Covid bereaved condemn Boris Johnson’s “contempt” remarks

In UK News by Newsroom22-11-2025 - 5:45 PM

Covid bereaved condemn Boris Johnson’s “contempt” remarks

Credit: Reuters

Families of Covid victims condemn Boris Johnson after he mocked those “still wrangling on” about pandemic deaths in a newspaper column, calling him “beyond contempt.”

The disgraced former prime minister has launched a scathing attack on the pandemic investigation itself rather than offering an apology for the 23,000 more COVID fatalities he is said to have caused by postponing action.

The COVID inquiry report, which was chaired by former Appeal Court judge Baroness Heather Hallett, condemned Mr. Johnson and other senior Tory ministers for the "toxic and chaotic" culture in Downing Street during the pandemic.

She came to the conclusion that needless lockdown delays resulted in an additional 23,000 deaths, and the families of those who perished have stated they are thinking about suing Mr. Johnson.

However, after first keeping quiet, the former prime minister attacked Baroness Hallett and the investigation he personally organized in a footnote in his Daily Mail column.

Campaigners demanding justice for individuals who died needlessly during the outbreak have been enraged by the remark.

A spokesman for the Covid Bereaved Families group said:

“It is beyond contempt that Boris Johnson has chosen to respond to the Covid Inquiry by attacking the Covid Bereaved for "wrangling on" about the deaths of our loved one.
Instead of showing regret, contrition or even apologising, Johnson is using a newspaper column to do what he couldn't do under oath at the Covid Inquiry - twist the truth, promote debunked myths and ignore the facts.
He has no place in public life and we are calling again for Boris Johnson to lose all of his ex-PM privileges following the inquiry report.”

Following the former PM's startling tirade in his weekly column, they responded.

Mr Johnson blasted:

Some judge has just spent the thick end of £200 million on an inquiry, and what is the upshot?
She seems, if anything, to want more lockdowns. She seems to have laid into the previous Tory government for not locking down hard enough or fast enough – just when the rest of the world has been thinking that lockdowns were probably wildly overdone.”

He went on:

“Bozhe moi, you say, wiping away tears of laughter. My goodness, these Britskis!”

Rather, he stated unequivocally that closing down the nation at all was his greatest regret.

He asserted that Professor Neil Ferguson of Imperial College London's first estimate of 23,000 additional deaths was "speculative and unsubstantiated," claiming that his

"hysterical predictions were largely discredited at the time."

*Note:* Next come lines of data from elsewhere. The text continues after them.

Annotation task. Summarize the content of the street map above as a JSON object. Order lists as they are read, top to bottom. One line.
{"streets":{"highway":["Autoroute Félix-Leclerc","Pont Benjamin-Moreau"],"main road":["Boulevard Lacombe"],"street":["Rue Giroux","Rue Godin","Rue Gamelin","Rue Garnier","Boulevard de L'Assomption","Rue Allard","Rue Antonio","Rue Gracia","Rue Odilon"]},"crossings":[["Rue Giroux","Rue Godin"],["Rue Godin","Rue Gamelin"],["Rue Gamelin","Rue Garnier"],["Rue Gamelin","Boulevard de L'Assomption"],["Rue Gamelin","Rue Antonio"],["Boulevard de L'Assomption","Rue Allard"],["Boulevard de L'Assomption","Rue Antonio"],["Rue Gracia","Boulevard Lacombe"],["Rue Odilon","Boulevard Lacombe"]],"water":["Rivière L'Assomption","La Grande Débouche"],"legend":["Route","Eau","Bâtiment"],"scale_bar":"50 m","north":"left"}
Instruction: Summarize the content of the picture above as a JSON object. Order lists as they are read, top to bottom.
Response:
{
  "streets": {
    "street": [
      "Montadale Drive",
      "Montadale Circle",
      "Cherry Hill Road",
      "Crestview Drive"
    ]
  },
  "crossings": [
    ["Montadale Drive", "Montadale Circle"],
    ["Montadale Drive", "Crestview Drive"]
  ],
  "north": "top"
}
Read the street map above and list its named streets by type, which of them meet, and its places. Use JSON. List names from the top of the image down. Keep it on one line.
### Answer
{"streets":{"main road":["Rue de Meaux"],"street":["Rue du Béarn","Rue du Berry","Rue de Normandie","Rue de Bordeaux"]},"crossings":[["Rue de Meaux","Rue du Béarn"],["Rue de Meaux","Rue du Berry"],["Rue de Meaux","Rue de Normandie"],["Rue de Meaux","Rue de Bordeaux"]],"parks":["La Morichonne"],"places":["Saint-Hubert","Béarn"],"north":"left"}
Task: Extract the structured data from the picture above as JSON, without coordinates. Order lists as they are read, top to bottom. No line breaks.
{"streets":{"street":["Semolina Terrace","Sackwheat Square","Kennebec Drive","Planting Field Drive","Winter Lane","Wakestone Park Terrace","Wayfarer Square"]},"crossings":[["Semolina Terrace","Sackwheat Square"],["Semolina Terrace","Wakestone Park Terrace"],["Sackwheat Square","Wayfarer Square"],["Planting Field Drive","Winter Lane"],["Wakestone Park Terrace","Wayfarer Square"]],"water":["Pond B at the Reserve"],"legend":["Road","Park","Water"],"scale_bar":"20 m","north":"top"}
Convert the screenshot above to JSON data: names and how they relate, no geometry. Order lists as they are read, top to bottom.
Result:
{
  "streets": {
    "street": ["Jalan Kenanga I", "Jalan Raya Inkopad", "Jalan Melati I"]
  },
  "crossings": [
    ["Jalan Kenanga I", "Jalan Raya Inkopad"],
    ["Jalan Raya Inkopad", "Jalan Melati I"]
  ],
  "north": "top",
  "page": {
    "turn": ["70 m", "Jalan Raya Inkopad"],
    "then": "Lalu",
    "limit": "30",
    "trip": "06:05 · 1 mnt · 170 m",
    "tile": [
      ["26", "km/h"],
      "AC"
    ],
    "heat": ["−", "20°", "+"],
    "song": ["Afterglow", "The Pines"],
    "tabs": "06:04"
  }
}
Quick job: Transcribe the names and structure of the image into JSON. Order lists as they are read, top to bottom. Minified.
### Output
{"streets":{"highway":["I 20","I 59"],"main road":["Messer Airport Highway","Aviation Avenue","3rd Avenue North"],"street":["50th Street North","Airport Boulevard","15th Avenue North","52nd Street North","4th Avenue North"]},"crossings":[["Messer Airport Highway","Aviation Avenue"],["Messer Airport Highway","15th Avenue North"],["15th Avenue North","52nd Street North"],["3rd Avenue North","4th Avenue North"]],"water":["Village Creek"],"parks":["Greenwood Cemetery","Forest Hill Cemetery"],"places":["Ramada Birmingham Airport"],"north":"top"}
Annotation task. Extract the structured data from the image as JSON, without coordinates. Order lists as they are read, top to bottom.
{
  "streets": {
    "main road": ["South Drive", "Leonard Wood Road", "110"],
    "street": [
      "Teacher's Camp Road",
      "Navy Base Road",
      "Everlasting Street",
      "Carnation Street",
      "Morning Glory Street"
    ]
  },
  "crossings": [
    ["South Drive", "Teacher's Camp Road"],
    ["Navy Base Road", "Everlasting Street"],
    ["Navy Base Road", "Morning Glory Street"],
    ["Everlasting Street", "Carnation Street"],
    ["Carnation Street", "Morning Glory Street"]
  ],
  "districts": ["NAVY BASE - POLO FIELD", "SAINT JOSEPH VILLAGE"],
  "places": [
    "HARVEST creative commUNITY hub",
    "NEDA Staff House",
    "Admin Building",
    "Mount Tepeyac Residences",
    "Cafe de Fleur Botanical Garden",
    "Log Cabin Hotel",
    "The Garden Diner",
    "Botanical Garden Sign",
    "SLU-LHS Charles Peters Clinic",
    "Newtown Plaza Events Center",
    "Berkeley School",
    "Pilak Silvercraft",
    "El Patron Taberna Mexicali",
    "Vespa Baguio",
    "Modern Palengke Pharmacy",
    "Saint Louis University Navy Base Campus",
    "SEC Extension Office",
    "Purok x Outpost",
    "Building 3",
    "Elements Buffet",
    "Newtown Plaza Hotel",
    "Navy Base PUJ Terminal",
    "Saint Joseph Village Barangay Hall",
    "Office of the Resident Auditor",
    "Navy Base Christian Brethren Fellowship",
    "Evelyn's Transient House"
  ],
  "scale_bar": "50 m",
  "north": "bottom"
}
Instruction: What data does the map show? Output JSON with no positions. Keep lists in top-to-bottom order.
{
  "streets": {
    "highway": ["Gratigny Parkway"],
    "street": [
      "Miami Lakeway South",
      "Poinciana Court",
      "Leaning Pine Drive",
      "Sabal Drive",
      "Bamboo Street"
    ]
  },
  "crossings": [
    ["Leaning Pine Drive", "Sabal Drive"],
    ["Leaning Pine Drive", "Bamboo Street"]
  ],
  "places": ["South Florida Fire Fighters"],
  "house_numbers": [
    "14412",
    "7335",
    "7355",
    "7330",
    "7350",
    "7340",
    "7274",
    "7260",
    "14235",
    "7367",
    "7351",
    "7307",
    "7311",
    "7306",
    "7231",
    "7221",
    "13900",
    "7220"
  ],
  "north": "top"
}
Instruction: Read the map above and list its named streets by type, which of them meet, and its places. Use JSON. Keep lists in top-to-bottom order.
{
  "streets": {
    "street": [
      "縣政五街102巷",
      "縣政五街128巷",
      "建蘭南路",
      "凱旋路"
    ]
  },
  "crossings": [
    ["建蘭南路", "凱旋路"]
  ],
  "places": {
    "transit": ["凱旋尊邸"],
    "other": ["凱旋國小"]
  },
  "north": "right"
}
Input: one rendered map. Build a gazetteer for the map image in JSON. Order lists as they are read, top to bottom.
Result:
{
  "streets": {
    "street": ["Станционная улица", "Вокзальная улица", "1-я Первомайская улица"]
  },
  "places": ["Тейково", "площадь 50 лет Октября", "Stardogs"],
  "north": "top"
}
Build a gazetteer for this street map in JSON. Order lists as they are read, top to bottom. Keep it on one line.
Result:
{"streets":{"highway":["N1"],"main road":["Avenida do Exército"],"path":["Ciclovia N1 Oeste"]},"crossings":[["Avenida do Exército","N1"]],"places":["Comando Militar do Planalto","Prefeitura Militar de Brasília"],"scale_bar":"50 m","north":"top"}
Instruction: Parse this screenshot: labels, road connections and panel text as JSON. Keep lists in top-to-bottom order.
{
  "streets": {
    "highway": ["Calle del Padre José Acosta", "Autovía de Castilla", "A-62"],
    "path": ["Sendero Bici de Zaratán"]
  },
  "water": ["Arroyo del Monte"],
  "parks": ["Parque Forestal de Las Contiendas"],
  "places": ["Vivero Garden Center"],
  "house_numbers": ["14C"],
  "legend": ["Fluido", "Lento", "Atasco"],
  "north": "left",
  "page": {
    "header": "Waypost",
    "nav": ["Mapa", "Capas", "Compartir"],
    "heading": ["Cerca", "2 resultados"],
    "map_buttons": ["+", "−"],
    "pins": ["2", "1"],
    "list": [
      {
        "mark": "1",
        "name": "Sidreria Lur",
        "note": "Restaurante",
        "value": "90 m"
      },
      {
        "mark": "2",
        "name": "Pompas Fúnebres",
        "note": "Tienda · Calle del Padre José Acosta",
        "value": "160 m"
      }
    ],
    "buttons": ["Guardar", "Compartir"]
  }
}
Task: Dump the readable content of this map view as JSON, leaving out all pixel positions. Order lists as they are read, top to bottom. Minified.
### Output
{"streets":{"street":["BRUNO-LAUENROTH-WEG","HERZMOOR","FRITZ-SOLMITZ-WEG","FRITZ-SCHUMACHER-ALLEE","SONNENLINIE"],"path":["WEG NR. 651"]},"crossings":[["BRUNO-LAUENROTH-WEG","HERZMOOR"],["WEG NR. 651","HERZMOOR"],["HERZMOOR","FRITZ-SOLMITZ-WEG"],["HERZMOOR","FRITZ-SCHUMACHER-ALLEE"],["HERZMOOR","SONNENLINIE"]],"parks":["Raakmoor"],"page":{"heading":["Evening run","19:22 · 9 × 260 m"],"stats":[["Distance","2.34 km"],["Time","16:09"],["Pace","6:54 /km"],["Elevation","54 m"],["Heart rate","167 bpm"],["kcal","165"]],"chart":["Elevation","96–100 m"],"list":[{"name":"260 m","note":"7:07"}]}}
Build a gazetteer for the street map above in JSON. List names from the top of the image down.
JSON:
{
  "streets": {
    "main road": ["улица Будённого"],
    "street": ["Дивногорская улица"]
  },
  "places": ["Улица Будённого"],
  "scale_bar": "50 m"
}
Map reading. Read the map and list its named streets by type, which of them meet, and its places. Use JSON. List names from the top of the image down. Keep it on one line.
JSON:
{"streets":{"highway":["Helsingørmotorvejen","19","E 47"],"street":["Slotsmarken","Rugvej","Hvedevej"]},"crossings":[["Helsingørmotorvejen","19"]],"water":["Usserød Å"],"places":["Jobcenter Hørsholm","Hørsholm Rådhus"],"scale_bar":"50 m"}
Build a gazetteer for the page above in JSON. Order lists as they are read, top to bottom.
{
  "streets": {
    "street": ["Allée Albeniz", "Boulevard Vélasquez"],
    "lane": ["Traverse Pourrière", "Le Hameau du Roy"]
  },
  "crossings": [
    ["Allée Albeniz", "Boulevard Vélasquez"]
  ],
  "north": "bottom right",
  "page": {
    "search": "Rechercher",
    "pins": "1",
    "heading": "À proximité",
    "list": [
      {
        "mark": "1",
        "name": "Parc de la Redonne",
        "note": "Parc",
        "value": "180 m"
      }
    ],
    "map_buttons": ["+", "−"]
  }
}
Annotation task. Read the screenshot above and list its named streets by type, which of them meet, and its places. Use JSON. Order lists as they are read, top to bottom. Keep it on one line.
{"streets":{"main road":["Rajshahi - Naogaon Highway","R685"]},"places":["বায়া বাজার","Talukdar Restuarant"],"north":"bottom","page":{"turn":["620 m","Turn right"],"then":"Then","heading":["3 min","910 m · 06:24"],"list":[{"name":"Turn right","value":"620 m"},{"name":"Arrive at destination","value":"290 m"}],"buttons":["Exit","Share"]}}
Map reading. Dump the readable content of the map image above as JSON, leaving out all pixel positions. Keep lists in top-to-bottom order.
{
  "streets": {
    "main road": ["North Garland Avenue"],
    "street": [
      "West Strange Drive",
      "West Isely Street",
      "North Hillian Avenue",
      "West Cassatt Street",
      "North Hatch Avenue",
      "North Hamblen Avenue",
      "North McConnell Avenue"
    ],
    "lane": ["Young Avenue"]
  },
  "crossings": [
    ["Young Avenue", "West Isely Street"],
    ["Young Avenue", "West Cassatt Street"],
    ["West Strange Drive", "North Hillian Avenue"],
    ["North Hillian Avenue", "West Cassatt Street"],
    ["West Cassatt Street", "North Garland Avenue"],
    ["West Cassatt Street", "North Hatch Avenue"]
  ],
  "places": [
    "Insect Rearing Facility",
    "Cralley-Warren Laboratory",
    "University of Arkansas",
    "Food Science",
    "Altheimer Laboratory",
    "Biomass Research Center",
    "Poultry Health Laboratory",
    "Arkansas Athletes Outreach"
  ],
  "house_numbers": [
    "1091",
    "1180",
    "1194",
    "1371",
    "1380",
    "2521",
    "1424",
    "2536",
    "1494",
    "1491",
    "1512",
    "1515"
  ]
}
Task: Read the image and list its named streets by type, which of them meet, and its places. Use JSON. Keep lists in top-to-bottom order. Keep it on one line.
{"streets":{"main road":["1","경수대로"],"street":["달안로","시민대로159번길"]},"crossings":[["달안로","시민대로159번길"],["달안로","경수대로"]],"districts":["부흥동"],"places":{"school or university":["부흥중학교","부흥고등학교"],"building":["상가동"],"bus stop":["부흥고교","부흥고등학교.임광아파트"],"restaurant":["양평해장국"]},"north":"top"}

The accusation of causing additional deaths, he said, was

"totally muddled."

He defended himself by pointing out that he had started implementing steps on March 12, 2020, even though the nation went into complete lockdown on March 23, 2020.

He suggested:

“I think it’s pretty obvious. Lady Hallett has been unable or unwilling to address the really important questions.
So, faced with the agony of the Covid victims and their families – and their entirely understandable desire for catharsis of some kind – she has decided that the neatest thing is to administer a judicious kicking to the Tory administration, who no one much has an interest in defending except me, and to move on.”

How have Covid bereaved families responded and what actions are they taking?

Covid bereft families have responded with strong outrage, imprinting Boris Johnson's conduct and dismissive reflections as" insupportable" and" beyond disdain," especially in light of the government's running of the epidemic and the high death risk. 

They emphasize that Johnson’s turndown to heed scientific advice and detention in enforcing lockdowns directly contributed to thousands of avoidable deaths. Deprived families continue to campaign. laboriously for justice and responsibility through groups like the Covid- 19 Bereft Families for Justice, demanding a full reckoning and systemic changes to help analogous failures in the future.